For more than 500 years since the arrival of the Spanish invaders, Mayan people have struggled to sustain their communities. Much of this has been on the shoulders of women who continue weaving, speaking their native languages, and transmitting their culture to the new generation. All of this in the midst of an onerous oppression and discrimination against them. Now, through the National Weavers Movement, weavers are becoming more visible and raising their voices.
“Between 2013 and 2014, several of us weavers starting noticing a practice that was becoming common. Businesses and individual designers who sell pieces of our clothes, especially huipiles, were approaching us and requesting us to weave textiles with certain changes in their figures and colors. Even when these changes were minimal, once they had the pieces in their hands, they said we were forbidden to make similar ones…. And threatened to sue us if we did because that 'design' no longer belonged to us, the weavers, but to them, the ‘designers’ that just by altering a small detail from the original, transformed them into the 'intellectual creators' (and proprietors of the design)." (page 17)

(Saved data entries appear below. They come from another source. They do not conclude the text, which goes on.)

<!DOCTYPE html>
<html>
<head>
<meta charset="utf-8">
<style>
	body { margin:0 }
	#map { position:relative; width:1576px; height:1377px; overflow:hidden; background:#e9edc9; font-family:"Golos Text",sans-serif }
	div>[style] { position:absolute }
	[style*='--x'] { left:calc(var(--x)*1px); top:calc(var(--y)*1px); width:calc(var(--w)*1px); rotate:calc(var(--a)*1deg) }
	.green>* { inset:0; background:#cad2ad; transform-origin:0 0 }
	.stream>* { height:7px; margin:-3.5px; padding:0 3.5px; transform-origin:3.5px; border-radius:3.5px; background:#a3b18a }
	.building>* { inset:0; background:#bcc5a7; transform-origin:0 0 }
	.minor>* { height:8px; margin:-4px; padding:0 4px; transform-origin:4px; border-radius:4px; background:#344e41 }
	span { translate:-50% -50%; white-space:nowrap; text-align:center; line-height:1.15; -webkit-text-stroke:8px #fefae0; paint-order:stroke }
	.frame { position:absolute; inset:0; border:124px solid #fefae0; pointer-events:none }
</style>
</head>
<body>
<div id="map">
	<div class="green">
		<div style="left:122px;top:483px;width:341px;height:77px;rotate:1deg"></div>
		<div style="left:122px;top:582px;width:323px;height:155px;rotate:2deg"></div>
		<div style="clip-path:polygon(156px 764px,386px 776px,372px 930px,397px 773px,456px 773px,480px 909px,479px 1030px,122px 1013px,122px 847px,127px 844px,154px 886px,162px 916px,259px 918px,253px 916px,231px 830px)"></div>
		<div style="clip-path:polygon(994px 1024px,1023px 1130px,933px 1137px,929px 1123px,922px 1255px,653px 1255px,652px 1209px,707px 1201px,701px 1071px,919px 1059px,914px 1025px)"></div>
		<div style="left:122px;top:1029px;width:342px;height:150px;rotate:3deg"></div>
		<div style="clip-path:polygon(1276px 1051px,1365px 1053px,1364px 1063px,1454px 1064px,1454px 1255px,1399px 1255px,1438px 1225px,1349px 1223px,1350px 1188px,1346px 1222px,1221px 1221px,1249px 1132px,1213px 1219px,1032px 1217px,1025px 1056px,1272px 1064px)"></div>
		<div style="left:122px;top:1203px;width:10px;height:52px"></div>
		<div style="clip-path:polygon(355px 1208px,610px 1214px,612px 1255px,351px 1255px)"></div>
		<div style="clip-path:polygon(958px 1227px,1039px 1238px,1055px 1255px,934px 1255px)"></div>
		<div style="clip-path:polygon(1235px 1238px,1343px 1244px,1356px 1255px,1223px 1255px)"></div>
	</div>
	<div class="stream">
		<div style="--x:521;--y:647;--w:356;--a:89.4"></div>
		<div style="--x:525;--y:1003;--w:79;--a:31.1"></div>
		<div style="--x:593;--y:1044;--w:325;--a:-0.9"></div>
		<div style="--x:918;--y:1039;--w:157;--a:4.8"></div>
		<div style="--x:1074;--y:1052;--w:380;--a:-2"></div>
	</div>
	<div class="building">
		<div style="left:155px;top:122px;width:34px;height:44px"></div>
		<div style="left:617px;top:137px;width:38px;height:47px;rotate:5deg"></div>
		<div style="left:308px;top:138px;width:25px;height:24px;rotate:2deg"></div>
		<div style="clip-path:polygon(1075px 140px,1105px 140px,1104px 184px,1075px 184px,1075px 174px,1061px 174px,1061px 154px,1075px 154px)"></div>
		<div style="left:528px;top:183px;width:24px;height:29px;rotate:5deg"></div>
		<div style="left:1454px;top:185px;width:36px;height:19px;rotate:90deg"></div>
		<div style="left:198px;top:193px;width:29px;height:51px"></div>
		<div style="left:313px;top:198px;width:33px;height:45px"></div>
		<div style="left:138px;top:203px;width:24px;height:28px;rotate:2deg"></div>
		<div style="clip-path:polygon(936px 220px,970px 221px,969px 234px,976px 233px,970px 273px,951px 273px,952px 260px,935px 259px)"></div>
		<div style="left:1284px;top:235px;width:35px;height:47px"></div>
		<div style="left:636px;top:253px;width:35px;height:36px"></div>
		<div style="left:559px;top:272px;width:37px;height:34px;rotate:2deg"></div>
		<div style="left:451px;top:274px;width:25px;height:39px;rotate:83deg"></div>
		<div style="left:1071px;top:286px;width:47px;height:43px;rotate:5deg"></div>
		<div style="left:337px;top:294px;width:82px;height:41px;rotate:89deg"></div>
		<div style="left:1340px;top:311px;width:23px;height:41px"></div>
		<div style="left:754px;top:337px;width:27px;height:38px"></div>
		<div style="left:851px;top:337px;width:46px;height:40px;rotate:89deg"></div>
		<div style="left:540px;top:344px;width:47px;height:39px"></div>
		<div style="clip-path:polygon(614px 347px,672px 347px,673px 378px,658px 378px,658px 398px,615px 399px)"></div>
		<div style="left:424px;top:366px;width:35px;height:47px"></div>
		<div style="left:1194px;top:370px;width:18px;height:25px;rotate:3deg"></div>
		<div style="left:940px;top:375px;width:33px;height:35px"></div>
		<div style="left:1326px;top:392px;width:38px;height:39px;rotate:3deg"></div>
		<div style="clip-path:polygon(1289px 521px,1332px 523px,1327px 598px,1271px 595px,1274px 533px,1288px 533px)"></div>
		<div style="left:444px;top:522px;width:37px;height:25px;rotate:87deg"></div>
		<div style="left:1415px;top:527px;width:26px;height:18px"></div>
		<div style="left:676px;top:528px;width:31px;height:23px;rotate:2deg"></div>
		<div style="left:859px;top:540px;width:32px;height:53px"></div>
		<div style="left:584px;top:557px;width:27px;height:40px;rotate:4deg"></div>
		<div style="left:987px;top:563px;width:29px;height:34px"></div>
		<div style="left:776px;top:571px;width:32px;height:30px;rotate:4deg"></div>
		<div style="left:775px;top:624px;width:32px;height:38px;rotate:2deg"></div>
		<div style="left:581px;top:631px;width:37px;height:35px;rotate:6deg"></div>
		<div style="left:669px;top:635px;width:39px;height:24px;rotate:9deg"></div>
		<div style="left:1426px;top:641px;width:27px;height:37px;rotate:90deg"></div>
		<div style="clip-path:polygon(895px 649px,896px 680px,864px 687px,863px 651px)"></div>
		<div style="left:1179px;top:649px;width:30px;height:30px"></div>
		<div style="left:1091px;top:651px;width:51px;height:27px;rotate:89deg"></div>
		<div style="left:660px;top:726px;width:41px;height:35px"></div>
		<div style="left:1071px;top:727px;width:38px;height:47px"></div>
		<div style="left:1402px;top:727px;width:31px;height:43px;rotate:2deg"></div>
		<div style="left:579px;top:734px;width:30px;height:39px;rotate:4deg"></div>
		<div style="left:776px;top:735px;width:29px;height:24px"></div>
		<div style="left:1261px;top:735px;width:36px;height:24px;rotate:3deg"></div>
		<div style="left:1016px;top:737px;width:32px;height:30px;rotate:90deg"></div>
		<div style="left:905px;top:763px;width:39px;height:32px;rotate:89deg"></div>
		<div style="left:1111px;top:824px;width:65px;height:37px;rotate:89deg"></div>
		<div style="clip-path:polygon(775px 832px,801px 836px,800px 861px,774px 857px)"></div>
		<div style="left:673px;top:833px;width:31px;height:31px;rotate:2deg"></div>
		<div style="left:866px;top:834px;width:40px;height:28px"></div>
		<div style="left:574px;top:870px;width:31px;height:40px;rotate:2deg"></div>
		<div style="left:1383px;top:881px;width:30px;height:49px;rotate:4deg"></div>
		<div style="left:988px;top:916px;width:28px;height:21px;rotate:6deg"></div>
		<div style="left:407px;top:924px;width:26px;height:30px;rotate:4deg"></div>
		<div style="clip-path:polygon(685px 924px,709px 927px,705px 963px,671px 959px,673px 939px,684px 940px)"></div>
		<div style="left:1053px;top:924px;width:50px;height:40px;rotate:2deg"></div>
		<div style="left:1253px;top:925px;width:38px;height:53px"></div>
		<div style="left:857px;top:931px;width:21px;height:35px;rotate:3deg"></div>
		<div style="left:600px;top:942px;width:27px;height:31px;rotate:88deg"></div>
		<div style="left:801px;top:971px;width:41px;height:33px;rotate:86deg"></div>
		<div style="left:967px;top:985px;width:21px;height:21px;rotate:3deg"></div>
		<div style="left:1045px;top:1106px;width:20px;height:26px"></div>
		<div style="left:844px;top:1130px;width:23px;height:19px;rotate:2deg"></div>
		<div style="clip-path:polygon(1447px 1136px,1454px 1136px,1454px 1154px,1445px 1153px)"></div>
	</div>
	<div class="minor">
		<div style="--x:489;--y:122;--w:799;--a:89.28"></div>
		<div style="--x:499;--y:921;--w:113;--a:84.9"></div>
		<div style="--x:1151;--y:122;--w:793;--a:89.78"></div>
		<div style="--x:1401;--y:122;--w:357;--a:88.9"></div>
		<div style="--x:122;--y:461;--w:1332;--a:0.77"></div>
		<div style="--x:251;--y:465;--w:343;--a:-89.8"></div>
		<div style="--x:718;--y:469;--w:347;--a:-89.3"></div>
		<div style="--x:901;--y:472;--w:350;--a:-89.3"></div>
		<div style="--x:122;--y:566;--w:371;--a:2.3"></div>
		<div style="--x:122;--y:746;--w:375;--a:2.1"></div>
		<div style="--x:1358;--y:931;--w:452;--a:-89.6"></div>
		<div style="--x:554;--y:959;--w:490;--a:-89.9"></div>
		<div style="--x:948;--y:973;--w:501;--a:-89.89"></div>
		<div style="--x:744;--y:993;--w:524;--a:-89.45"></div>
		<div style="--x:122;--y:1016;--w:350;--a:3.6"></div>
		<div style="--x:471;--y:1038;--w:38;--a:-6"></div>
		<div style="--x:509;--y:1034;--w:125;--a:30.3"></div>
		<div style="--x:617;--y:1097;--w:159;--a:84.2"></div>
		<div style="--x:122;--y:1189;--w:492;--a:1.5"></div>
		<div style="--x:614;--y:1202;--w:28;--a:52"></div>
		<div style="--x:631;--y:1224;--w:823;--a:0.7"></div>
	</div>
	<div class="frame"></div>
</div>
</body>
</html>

Thus began the journey of the National Mayan Weavers Movement. In their new book the weavers explore in depth the 3500 years of Mayan backstrap weaving. The book's title alludes to the fact that when the Spanish invaders arrived in their territory in the 1500s, they proceeded to burn all indigenous books alleging supposed pagan influences (as it was the heyday of the Inquisition). Mayan textiles, however, survived. In the privacy of their homes, women carried on important cultural traditions. They encoded in their textiles sacred and esoteric symbols that ensured the continuity of their cosmology, something that the Spanish were totally unaware of. Passed on from mother to daughter through thousands of generations, weaving was central to the survival of their culture.
Tracing the history of weaving and how weavers and their textiles have been exploited from colonial times to the present, the book arrives at the contemporary situation where cultural appropriation of their designs by international businesses is rampant; their weavings are being purchased at extremely low prices, cut into pieces, made into new items and sold at enormous profits, while the weavers remain trapped in an inescapable cycle of poverty. The images of Mayan women and their textiles are being used by the Guatemalan State to attract tourism while the state does not invest any money to improve the lives of the women.
Through this book, the National Mayan Weavers Movement is doing more than creating national and international awareness of the plight of weavers—so important in itself. It is also demanding respect and the allocation of resources and opportunities for Mayan women and the creation of laws to prevent the appropriation of their designs.
*Available in Spanish at this time, the book is being translated now into English. We will offer the English version as soon as it becomes available.